Antonis Oikonomou (Αντώνης Οικονόμου; 1785 – 16 December 1821) was a Greek naval captain in the Greek War of Independence against the Ottoman Empire.

==Life==
Antonis was born in Hydra and became a sailor in a young age. Just before the start of the Greek War of Independence his ship sunk near Gibraltar. He then travelled to Constantinople to commission a new ship and there he was recruited to the Filiki Eteria by Papaflessas.

In the meantime, in Hydra, the leaders of the island did not want to lose their privileges given to them by the Ottomans, so initially they didn't join the revolution.

Antonis, with the help of the members of Filiki Eteria from the Peloponnese, landed on the island (30 March 1821) and expelled the governor, Nikolaos Kokovilas. He then declared a state of war on 16 April 1821.

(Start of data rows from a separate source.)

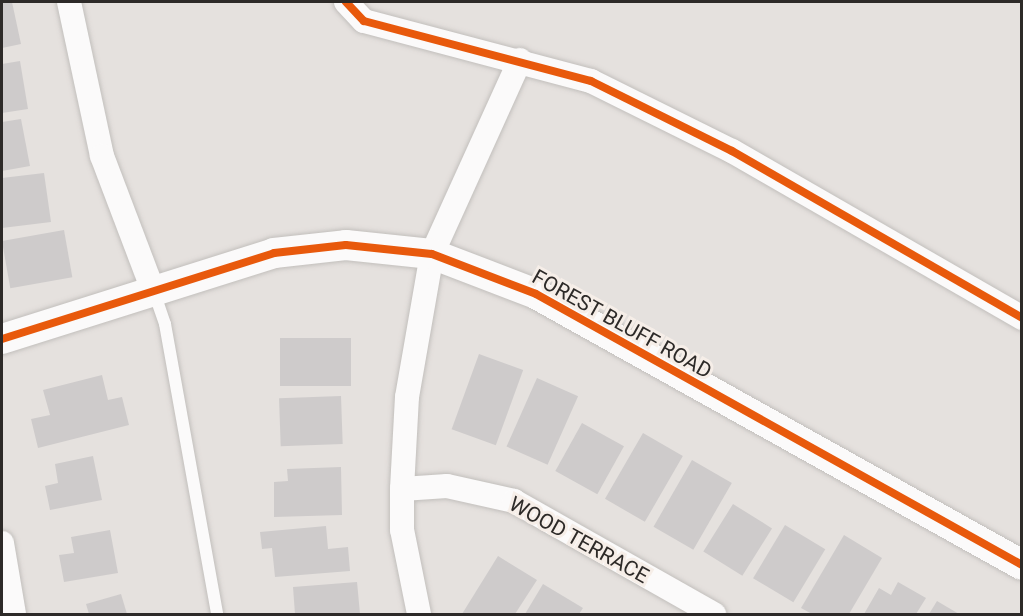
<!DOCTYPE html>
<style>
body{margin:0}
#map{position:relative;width:1023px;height:616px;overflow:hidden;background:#e5e1de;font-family:Roboto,sans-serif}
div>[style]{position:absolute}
.building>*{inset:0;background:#cecbcb;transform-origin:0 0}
.roads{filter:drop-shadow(0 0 2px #c2bfbc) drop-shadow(0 0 2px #c2bfbc)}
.service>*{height:12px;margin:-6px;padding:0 6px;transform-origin:6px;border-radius:6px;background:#fbfafa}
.minor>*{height:24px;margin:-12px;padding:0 12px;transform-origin:12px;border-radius:12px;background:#fbfafa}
.tertiary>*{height:30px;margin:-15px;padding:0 15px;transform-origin:15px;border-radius:15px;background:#fbfafa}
.cycleway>*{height:8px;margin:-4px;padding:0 4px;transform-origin:4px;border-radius:4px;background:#e8590c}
span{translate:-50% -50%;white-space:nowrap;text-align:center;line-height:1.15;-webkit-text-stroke:6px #f6eee8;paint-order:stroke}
.street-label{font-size:21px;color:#2d2a28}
.frame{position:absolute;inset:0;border:3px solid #2d2a28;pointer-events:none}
</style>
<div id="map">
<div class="building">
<i style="clip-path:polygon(2px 2px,12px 2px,21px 44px,2px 48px)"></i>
<i style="clip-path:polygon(20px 61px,28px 109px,2px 113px,2px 64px)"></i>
<i style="clip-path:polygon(21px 119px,30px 166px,2px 171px,2px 122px)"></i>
<i style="clip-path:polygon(44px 173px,51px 222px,2px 228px,2px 178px)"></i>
<i style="left:64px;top:230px;width:48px;height:63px;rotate:80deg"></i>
<i style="left:280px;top:338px;width:71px;height:48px"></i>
<i style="left:479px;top:354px;width:47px;height:80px;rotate:20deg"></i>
<i style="clip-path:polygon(102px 375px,108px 400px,122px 397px,129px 425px,38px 448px,31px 419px,50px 415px,43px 390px)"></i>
<i style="left:537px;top:378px;width:45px;height:75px;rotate:24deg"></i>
<i style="left:341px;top:396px;width:48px;height:62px;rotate:88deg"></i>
<i style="left:582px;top:423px;width:48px;height:55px;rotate:29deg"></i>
<i style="left:643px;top:433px;width:46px;height:76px;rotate:30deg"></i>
<i style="clip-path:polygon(93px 456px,102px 500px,50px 510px,45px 486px,58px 483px,55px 464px)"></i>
<i style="left:692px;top:460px;width:46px;height:77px;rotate:30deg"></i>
<i style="clip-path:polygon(341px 467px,342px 515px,274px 517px,274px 482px,288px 481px,287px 469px)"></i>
<i style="left:733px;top:504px;width:46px;height:56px;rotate:32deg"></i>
<i style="left:785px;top:525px;width:47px;height:62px;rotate:31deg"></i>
<i style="clip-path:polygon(326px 526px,328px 549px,348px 547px,350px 571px,275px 577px,272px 548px,262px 549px,260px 532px)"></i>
<i style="clip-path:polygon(110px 530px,118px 573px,64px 582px,59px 555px,74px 553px,71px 537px)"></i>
<i style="clip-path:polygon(844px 535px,882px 558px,849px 614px,812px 614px,801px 608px)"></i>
<i style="clip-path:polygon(498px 556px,537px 580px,515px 614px,462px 614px)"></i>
<i style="clip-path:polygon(357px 582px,360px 614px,295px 614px,293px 587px)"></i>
<i style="clip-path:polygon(898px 582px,926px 598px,916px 614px,864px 614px,879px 588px,891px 595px)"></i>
<i style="clip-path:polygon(543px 584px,583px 608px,579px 614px,525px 614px)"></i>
<i style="clip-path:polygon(121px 594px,127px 614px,89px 614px,86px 604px)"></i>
<i style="clip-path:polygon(937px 601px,959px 614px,929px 614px)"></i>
</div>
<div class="roads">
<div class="service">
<i style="left:154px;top:292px;width:34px;rotate:71deg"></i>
<i style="left:165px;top:324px;width:295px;rotate:79.8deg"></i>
</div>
<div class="minor">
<i style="left:69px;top:2px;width:157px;rotate:77.9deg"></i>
<i style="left:102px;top:156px;width:143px;rotate:69.2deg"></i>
<i style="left:346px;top:2px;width:26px;rotate:47deg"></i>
<i style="left:364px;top:21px;width:235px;rotate:14.8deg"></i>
<i style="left:591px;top:81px;width:157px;rotate:26.4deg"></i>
<i style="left:732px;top:151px;width:335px;rotate:29.9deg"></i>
<i style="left:402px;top:489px;width:45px;rotate:-3.8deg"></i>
<i style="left:447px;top:486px;width:69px;rotate:12.6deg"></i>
<i style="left:514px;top:501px;width:230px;rotate:29.5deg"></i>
<i style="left:2px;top:543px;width:72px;rotate:80.4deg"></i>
<i style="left:419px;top:614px;width:86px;rotate:-101.4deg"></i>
<i style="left:402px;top:530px;width:41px;rotate:-90deg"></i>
<i style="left:402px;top:489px;width:92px;rotate:-86.9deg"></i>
<i style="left:407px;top:397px;width:145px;rotate:-80.1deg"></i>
<i style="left:432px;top:254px;width:213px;rotate:-65.6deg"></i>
</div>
<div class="tertiary">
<i style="left:2px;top:339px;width:285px;rotate:-17.5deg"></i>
<i style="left:274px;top:253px;width:72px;rotate:-6.3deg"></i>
<i style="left:346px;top:245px;width:86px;rotate:6deg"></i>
<i style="left:432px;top:254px;width:111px;rotate:21deg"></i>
<i style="left:536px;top:294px;width:556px;rotate:29.14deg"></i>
</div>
</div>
<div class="cycleway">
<i style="left:346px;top:2px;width:26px;rotate:47deg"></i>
<i style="left:364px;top:21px;width:235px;rotate:14.8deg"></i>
<i style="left:591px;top:81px;width:157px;rotate:26.4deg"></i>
<i style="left:732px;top:151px;width:335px;rotate:29.9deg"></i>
<i style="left:2px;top:339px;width:285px;rotate:-17.5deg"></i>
<i style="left:274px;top:253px;width:72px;rotate:-6.3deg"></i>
<i style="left:346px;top:245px;width:86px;rotate:6deg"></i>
<i style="left:432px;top:254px;width:111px;rotate:21deg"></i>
<i style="left:536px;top:294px;width:556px;rotate:29.14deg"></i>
</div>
<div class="street-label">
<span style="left:622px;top:324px;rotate:29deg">FOREST BLUFF ROAD</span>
<span style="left:579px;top:540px;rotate:29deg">WOOD TERRACE</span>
</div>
<div class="frame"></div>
</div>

Soon after, Hydra and its leading families joined the revolution, but the leaders decided to devised a conspiracy and managed to arrest Oikonomou since most of his supporters, which were sailors, were away from the island. After he was read his charges, relatives of his intervened and managed to help him escape to Kranidi. There he was arrested again and put behind bars. Once more he managed to escape and traveled to Argos to meet with other revolutionary figures. Hearing this, the leaders of Hydra, worried that he will drum up help against them, sent a military contingent to kill him. Theodoros Kolokotronis discovered their plans and dispatched 200 men under Tsokris to protect Oikonomou. The men did not succeed to reach him on time and he was killed on 16 December 1821.

In later years, however, Hydra did come to have a major role in the Greek Independence struggle, under Andreas Miaoulis.